— WORK REQUEST —
Write out, word for word, the first line of the data below and every line after it through the one containing "position:relative; flex:1; overflow:hidden".
** Opening INPUT RECORDS block **
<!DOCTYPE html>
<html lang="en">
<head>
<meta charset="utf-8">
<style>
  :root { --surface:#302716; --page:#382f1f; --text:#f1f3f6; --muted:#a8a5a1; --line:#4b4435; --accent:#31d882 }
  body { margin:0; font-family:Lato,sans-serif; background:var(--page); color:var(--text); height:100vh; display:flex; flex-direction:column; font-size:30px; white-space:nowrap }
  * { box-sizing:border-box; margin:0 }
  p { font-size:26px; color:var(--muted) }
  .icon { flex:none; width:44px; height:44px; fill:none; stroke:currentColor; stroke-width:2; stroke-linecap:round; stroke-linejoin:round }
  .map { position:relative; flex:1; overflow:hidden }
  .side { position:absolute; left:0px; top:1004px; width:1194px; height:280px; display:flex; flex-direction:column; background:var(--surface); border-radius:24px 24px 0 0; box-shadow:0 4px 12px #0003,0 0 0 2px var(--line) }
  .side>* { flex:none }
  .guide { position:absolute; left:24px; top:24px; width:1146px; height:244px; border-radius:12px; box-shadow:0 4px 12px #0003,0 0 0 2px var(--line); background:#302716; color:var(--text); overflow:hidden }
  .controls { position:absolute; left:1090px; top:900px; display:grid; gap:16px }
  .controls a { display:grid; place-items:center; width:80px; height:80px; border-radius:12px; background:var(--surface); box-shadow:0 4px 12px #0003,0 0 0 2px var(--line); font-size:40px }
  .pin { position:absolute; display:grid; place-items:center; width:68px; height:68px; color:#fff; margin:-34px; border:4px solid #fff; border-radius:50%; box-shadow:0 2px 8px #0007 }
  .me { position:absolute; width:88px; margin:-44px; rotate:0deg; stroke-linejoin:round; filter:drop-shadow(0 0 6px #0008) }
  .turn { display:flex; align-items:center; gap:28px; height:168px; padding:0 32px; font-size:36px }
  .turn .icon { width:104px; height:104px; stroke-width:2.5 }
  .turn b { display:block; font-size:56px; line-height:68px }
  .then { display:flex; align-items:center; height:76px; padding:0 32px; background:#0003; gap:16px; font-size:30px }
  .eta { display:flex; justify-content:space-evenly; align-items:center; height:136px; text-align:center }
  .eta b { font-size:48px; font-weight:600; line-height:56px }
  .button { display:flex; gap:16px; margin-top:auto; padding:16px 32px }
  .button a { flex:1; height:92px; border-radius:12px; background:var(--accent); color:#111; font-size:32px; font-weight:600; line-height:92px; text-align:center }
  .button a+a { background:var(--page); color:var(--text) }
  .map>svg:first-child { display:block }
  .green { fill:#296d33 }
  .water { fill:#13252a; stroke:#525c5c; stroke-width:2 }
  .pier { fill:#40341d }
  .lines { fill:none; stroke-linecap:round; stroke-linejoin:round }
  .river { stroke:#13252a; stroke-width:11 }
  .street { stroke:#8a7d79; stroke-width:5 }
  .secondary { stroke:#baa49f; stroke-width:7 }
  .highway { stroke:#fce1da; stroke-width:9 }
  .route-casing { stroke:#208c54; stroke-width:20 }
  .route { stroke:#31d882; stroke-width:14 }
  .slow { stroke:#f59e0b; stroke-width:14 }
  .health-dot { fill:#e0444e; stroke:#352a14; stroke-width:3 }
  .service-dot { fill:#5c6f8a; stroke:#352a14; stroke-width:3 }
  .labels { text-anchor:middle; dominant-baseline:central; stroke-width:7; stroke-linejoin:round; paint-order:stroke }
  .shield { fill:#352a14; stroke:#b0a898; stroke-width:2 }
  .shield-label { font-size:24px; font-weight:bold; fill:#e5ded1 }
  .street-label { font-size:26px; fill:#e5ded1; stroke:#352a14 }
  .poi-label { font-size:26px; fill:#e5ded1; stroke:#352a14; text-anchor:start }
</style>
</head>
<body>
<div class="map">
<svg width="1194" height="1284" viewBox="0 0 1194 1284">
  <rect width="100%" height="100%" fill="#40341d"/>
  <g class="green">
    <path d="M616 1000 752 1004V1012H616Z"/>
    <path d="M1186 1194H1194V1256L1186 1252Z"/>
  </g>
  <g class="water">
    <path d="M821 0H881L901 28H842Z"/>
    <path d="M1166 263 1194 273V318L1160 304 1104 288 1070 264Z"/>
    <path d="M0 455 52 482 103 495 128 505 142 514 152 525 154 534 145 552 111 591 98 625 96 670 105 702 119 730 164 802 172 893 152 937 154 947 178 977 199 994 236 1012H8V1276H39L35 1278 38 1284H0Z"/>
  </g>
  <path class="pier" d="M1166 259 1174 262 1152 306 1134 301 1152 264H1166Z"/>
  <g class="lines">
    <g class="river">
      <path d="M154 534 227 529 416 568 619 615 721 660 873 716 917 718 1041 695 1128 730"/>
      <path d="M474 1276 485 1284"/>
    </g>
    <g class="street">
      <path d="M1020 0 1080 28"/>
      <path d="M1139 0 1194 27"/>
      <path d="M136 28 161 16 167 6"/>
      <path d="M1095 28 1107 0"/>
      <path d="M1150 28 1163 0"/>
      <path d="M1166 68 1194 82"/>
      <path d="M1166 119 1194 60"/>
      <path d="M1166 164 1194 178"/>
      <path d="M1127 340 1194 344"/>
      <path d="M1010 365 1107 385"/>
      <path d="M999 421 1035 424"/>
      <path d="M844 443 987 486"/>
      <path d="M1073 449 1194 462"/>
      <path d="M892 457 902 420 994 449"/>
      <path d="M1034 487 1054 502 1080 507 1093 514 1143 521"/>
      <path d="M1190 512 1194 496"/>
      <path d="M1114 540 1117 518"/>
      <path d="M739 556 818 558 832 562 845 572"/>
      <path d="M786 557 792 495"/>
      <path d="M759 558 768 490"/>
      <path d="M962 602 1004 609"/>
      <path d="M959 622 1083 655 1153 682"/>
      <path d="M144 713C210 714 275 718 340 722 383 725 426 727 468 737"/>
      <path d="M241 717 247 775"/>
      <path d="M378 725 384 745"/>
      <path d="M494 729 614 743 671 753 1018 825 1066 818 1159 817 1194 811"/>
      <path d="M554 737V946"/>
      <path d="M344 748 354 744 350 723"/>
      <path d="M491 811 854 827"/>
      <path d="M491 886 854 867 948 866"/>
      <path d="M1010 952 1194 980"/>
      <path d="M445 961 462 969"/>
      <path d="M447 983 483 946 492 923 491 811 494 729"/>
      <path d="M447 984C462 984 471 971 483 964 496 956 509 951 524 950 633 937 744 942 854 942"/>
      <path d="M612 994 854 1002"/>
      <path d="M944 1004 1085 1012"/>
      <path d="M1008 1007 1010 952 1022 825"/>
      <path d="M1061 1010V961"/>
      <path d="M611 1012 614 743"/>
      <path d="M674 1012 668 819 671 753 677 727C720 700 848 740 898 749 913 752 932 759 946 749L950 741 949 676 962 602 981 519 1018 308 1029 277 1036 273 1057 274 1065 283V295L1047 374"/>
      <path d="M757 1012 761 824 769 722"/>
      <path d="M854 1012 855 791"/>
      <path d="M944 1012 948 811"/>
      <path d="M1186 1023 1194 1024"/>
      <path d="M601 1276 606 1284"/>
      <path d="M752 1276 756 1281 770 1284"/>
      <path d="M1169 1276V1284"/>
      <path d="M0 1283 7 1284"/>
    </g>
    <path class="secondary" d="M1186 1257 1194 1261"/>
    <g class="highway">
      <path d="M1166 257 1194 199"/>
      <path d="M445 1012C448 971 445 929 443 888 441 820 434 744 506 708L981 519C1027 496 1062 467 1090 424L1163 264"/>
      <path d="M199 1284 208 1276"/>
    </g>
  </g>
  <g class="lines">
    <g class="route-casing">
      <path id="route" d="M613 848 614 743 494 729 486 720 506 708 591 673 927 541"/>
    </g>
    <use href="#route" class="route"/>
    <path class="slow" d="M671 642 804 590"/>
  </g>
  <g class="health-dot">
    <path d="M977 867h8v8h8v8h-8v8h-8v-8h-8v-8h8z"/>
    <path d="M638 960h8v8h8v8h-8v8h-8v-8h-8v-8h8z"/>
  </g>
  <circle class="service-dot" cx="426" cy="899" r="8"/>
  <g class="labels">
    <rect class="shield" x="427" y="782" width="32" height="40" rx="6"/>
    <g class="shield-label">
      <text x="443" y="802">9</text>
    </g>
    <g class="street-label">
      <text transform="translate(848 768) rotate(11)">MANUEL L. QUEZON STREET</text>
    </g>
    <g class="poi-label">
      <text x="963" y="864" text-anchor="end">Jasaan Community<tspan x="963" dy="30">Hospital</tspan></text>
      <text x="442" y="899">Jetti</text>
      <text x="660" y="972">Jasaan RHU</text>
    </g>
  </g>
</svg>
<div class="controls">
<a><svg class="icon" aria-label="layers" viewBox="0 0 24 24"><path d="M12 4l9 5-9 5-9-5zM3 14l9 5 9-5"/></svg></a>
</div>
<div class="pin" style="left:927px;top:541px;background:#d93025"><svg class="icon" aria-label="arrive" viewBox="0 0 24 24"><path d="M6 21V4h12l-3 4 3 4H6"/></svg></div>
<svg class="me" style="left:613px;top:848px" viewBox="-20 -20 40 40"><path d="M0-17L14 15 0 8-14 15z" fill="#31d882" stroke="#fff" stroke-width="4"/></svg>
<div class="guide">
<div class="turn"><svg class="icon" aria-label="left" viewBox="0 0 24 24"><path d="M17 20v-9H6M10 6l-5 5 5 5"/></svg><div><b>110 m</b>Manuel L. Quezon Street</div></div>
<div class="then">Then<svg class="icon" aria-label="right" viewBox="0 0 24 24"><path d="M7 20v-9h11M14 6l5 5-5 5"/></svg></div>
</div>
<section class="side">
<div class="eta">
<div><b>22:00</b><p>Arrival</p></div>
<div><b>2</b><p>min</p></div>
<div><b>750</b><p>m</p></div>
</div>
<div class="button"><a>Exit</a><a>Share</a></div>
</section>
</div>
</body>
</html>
** Closing INPUT RECORDS block **
— EXPECTED OUTPUT —
<!DOCTYPE html>
<html lang="en">
<head>
<meta charset="utf-8">
<style>
  :root { --surface:#302716; --page:#382f1f; --text:#f1f3f6; --muted:#a8a5a1; --line:#4b4435; --accent:#31d882 }
  body { margin:0; font-family:Lato,sans-serif; background:var(--page); color:var(--text); height:100vh; display:flex; flex-direction:column; font-size:30px; white-space:nowrap }
  * { box-sizing:border-box; margin:0 }
  p { font-size:26px; color:var(--muted) }
  .icon { flex:none; width:44px; height:44px; fill:none; stroke:currentColor; stroke-width:2; stroke-linecap:round; stroke-linejoin:round }
  .map { position:relative; flex:1; overflow:hidden }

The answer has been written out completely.